Linguistics teacher Dawn Archer adds: “We get a 1.5 second pause, and then he comes forward to speak into the mic, so we end up hearing him at a higher volume. “

Examining how Gadd says “I’m innocent” in the clip, Archer continues: “If someone does some level of distancing or tries to underline something, they’ll say ‘No I’m not, I didn’t do anything, II am innocent’.

“He doesn’t do that level of emphasis at all – he does not use contractions. This signals his paradigm of reality; he is someone whose lens on the world believes his actions are not bad. “

Lansley says we see “a little flash of contempt,” explaining, “The corner of the lips on the left hand the side goes up towards the inside of the cheek. This is activated by what we call the buccinator muscular, which is a reliable indicator of contempt. “

Credit: discovery +
Credit: discovery +

In another clip, we see Gadd interviewed by BBC in a Vietnamese jail that same year.

In the video, Gadd is asked if he has ever slept with an underage girl, to which he replied, “Not to my knowledge.”

Lansley said: He squeezes his hands together. This is what happens when we experience fear or anxiety. You see his right fingers gripping the back of his left hand. We see a slight rise in his left shoulder.

In its full extent, a shrug is usually the shoulders up and the hands with the palms facing out. It means “I don’t know what I’m talking about”.

Noting a rise in Gadd’s voice, he adds: When we contract with anxiety, it tightens the muscles around the larynx and throat, and it can raise our voices.

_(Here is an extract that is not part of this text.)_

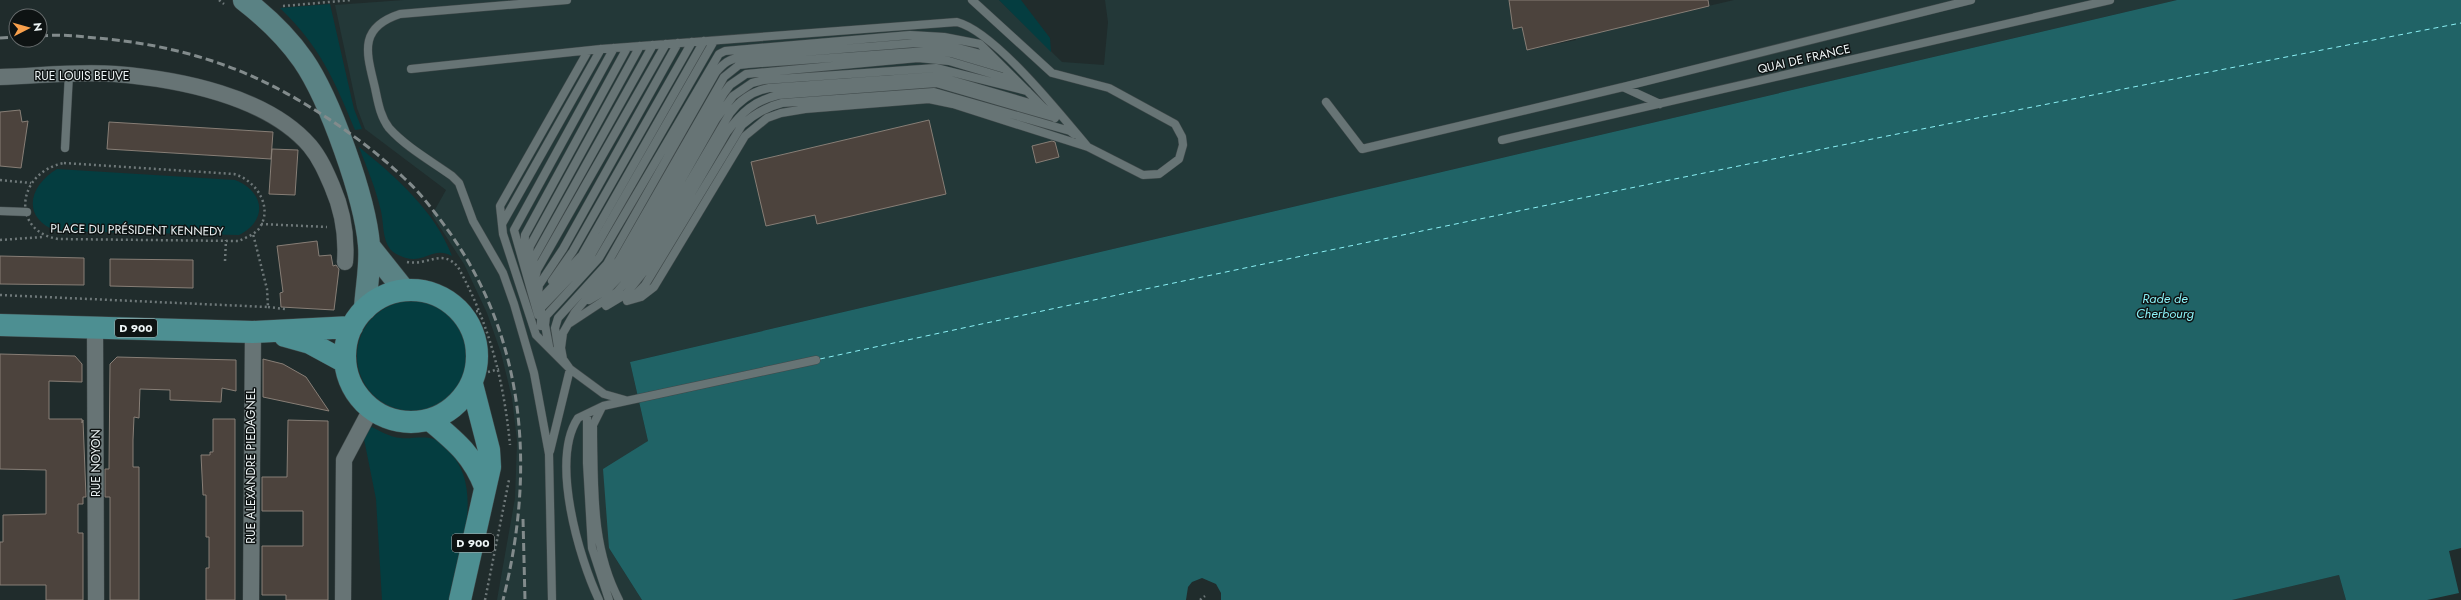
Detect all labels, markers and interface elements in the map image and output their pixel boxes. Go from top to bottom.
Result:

Expert Dawn Archer.  Credit: discovery +
Expert Dawn Archer. Credit: discovery +
Credit: discovery +
Credit: discovery +

Referring to another point in the interview, Lansley shows Gadd’s raised eyebrows, wide eyes and open mouth.

He keeps on: We push back the head and the body. When we are attacked and fearful, we move away from the threat. His eyes close, his mouth closes, and then he licks his lips, which signals the level of anxiety.

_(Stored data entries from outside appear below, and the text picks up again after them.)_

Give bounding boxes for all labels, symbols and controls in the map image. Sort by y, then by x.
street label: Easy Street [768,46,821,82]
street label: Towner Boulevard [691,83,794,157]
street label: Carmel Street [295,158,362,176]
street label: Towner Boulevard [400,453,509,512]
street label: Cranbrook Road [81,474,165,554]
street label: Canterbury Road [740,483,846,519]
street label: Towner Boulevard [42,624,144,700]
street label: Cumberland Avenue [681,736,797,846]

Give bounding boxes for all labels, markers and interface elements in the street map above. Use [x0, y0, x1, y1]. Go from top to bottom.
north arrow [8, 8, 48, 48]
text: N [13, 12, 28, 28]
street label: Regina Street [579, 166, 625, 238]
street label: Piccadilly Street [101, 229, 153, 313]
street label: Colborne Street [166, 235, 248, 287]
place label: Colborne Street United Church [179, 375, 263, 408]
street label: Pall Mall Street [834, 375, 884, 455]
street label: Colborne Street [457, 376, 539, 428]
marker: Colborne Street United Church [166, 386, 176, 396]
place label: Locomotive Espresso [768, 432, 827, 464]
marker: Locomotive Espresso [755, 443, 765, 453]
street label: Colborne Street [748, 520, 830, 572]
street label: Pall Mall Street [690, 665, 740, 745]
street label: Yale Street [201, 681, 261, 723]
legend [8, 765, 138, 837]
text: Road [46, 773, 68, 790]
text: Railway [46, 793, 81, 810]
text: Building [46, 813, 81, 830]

This anxiety will dry out the mouth, and the way to make up for a dry mouth is to swallow or lick your lips. “

Elsewhere in the documentary, we hearing experts talk about other key moments, including a 1992 interview on The big breakfast and another interview on It’s your life the same year.

Gary Glitter: something special is available in streaming on discovery + from Saturday 25 September.